E MI MANCHI da Olio, 1999
Una delle più struggenti ballate di mancanza amorosa mai cantate da Mina, venata in un RnB emolliente e aperta da un solo vocale da mozzare il fiato. È di Mauro Santoro, autore ricorrente di questa (sua anche la notevole Meglio così), con un passato nelle retrovie dell’italodisco.
CERTE COSE SI FANNO, da Veleno, 2002
Un tradimento impossibile da confessare, raccontato finalmente dal punto di vista di lei. Perla di Bruno Lauzi e Franco Fasano, caratterizzata da una struttura ascendente come uno sfogo smorzato, che Mina scaglia nel cielo di un suono notturno, graziato dalle chitarre di Alex Britti.
ADESSO E’ FACILE, da Facile, 2009
Due amanti conquistano finalmente il tempo per amarsi, ma forse qualcosa è cambiato. Dopo aver interpretato Tre volte dentro me degli Afterhours, una Mina sempre curiosa verso la scena alternativa duetta con Manuel Agnelli in questa ballata rock tenue, morbidamente erotica.

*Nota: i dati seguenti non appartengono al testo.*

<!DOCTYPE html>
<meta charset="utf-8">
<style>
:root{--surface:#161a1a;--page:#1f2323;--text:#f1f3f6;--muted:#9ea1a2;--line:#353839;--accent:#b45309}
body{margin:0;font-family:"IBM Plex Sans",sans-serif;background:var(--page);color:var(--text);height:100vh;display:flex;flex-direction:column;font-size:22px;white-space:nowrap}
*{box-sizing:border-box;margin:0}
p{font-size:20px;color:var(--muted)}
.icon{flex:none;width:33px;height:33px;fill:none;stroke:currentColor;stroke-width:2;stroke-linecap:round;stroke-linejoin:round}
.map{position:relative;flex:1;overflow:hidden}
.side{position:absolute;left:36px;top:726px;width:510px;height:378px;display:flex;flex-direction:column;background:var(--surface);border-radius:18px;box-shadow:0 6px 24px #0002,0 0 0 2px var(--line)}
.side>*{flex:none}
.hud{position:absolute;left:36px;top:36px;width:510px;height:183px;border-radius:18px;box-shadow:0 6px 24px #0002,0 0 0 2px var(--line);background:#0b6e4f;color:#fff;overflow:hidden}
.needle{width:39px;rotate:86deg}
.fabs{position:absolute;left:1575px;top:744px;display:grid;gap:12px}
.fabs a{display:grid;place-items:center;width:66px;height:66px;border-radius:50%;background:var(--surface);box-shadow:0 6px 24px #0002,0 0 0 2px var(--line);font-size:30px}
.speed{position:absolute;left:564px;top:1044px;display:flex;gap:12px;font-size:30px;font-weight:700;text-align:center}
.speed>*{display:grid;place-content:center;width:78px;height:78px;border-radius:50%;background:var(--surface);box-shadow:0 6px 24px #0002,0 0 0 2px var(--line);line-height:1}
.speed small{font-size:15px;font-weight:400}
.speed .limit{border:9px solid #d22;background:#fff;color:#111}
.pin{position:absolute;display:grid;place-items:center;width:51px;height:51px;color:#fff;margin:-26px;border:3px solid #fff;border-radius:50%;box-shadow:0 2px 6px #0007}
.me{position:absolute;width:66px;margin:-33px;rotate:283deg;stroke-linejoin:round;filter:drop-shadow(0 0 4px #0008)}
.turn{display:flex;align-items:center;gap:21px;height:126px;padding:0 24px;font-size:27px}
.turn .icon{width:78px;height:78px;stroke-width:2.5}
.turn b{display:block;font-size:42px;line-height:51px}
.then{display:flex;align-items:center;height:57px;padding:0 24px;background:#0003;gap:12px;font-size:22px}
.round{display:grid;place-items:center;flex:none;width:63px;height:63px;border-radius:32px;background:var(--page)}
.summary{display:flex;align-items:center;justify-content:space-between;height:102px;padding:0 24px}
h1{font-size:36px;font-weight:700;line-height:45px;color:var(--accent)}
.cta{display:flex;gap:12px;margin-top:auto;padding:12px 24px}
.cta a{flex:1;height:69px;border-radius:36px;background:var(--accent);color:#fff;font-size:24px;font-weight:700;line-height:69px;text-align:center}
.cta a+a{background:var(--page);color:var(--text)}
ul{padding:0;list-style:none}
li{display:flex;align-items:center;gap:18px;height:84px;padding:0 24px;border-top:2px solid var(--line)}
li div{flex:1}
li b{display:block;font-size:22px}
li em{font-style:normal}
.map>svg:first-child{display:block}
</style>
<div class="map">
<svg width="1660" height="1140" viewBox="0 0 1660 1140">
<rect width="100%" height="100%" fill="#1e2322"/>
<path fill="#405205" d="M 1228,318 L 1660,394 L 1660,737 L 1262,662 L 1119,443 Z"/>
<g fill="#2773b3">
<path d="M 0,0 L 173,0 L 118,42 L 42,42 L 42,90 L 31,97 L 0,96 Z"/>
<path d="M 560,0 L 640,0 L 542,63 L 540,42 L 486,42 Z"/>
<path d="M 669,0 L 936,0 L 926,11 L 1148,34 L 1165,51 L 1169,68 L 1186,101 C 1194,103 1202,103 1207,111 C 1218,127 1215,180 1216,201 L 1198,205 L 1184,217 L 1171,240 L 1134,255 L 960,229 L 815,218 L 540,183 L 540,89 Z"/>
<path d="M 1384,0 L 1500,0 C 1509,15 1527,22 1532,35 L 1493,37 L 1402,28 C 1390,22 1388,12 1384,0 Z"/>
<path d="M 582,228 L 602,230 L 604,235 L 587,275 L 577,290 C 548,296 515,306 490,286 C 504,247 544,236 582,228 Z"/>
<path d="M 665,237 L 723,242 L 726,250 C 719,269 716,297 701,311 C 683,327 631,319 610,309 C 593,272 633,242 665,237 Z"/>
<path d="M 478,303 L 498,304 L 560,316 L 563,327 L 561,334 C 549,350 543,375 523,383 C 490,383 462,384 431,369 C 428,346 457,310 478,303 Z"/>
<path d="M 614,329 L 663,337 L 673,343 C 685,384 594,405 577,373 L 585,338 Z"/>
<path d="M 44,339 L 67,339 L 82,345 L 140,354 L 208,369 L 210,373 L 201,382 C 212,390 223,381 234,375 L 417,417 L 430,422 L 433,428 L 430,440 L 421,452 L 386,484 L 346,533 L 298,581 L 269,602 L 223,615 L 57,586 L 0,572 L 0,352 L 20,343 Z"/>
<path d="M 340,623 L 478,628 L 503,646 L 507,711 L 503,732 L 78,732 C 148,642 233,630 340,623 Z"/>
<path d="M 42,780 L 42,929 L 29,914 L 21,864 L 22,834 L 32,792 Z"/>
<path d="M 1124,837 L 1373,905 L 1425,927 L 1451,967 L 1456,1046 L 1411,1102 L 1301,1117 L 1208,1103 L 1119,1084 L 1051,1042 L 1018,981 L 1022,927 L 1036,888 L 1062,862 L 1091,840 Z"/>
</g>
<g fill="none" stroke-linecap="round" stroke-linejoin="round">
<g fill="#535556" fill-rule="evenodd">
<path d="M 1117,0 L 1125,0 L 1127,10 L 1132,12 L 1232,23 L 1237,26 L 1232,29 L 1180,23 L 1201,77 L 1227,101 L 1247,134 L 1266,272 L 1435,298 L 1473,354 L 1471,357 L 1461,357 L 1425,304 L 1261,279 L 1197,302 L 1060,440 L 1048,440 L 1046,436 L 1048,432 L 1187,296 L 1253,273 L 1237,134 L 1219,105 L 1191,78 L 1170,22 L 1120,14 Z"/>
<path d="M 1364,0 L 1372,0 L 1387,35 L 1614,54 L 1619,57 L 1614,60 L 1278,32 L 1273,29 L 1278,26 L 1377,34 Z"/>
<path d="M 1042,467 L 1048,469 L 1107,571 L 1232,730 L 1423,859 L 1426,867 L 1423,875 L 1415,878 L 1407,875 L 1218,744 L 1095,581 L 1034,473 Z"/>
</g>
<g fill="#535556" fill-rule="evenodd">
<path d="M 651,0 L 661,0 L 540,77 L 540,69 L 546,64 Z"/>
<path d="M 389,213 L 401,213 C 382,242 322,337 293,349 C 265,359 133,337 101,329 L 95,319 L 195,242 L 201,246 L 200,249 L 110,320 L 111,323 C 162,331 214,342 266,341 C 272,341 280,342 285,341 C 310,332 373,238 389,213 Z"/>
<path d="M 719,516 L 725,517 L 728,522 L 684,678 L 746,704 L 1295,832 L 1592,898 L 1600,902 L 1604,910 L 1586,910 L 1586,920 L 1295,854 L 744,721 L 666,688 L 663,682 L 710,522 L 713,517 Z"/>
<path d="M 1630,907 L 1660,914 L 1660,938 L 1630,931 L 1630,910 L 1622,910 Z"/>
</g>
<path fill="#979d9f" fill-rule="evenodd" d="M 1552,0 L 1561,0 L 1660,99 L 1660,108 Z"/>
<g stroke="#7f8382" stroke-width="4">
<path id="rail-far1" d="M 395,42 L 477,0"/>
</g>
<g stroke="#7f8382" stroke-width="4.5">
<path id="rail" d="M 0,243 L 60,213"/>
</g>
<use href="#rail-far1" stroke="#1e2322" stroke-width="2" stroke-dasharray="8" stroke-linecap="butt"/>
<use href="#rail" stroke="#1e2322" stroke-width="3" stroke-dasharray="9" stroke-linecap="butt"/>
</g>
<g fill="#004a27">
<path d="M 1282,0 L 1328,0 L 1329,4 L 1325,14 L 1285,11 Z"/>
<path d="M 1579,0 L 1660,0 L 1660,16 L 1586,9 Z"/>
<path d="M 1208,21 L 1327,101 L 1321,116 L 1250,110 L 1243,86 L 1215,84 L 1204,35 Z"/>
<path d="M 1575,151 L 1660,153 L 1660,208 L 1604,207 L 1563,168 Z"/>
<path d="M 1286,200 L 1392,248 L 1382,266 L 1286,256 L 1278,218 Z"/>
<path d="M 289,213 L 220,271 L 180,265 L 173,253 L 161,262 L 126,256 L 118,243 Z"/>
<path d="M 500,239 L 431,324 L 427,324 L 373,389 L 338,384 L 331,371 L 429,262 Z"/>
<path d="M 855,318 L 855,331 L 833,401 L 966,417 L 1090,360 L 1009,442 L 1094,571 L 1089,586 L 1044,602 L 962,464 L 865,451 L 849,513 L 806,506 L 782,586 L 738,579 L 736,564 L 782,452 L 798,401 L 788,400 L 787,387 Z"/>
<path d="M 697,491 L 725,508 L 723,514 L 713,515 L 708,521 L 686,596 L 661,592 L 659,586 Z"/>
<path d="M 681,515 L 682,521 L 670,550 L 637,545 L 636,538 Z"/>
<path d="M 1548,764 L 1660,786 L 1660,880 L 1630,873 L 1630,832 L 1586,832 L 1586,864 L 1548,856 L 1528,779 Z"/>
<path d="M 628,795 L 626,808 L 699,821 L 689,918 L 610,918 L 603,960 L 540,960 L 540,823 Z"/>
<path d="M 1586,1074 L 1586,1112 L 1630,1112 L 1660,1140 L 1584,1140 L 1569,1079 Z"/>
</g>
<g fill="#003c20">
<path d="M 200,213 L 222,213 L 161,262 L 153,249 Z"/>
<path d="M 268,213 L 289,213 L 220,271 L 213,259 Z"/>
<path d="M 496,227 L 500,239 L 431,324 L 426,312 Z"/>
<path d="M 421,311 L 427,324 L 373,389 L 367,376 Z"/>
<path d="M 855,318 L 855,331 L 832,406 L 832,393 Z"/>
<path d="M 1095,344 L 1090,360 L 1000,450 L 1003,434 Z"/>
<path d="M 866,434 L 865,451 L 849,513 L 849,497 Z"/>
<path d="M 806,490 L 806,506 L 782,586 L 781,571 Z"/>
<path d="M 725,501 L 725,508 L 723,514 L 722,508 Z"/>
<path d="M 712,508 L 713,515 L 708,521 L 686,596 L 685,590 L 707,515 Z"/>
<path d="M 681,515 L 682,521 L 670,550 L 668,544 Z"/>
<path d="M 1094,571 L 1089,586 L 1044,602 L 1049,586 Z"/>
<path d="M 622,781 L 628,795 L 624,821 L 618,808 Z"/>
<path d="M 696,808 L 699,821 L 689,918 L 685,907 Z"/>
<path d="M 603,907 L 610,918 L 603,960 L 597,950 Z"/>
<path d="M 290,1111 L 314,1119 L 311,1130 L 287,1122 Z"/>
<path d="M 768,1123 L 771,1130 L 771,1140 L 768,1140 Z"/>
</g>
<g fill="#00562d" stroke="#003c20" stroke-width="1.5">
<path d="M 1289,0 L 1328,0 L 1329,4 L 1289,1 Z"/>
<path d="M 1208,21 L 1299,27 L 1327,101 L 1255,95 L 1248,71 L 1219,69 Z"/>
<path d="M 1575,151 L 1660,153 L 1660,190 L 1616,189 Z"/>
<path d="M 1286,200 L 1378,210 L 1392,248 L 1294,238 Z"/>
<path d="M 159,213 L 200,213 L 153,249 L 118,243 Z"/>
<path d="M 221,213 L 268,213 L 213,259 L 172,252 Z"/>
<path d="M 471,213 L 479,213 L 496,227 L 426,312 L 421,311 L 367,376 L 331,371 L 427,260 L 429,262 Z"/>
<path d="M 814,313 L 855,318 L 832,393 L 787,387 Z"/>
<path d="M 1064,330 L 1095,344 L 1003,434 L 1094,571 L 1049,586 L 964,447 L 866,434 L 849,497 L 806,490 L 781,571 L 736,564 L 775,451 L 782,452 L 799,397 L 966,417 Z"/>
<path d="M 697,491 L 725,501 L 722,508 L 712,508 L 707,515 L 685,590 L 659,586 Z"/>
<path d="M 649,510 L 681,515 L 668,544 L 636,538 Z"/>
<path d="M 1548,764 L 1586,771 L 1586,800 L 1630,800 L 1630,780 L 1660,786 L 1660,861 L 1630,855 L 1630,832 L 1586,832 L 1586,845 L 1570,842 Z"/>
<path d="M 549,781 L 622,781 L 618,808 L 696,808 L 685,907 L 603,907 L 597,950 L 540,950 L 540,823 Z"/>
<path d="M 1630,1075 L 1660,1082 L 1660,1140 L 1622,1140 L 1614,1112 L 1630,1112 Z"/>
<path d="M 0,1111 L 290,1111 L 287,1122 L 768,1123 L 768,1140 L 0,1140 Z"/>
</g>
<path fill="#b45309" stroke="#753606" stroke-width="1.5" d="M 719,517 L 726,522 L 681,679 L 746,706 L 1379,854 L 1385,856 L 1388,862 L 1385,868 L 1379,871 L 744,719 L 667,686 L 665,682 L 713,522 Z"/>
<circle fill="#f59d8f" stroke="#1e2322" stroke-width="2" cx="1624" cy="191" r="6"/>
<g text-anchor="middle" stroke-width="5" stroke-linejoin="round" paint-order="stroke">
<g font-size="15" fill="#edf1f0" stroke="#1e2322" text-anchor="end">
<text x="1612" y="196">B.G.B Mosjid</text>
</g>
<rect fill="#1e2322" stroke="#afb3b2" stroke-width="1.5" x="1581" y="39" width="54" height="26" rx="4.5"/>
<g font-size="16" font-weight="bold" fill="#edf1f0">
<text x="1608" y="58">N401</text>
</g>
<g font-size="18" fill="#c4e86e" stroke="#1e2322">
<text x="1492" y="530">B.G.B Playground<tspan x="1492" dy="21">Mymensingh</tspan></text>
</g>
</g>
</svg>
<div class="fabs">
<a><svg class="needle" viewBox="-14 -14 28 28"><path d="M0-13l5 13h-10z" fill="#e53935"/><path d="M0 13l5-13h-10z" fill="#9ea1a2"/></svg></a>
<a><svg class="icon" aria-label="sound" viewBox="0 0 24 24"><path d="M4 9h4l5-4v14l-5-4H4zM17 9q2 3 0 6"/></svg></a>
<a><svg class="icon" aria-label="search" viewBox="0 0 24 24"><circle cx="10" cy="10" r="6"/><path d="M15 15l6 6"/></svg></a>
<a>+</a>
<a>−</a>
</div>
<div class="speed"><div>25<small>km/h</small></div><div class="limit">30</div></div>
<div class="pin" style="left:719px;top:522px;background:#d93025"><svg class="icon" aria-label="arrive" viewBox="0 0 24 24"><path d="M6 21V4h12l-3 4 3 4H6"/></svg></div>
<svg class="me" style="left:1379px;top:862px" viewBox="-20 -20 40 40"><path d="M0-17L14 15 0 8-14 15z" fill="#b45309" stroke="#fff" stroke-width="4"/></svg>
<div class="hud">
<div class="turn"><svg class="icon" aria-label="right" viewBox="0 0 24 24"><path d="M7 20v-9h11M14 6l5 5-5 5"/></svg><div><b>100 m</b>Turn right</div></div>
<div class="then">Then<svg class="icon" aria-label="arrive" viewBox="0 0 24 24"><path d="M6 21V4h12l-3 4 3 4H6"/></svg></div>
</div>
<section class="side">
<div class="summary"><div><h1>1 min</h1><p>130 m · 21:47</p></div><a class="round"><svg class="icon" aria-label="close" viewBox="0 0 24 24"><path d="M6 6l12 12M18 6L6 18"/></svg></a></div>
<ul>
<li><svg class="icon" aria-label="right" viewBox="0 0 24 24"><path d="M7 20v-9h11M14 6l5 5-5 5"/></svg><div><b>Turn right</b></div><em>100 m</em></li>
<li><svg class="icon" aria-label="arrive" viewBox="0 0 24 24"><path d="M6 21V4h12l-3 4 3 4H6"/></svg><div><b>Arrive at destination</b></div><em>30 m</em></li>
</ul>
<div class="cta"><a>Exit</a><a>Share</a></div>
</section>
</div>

IL TUO ARREDAMENTO, da Maeba, 2018
Solo Mina poteva rendere credibile una canzone così, cubista, stranissima, in cui uno sviluppo armonico barocco e sofisticato si irradia in un arrangiamento metal e le liriche trascendono la seduzione amorosa in pirotecniche metafore da interior design di classe. L’autore è Zorama.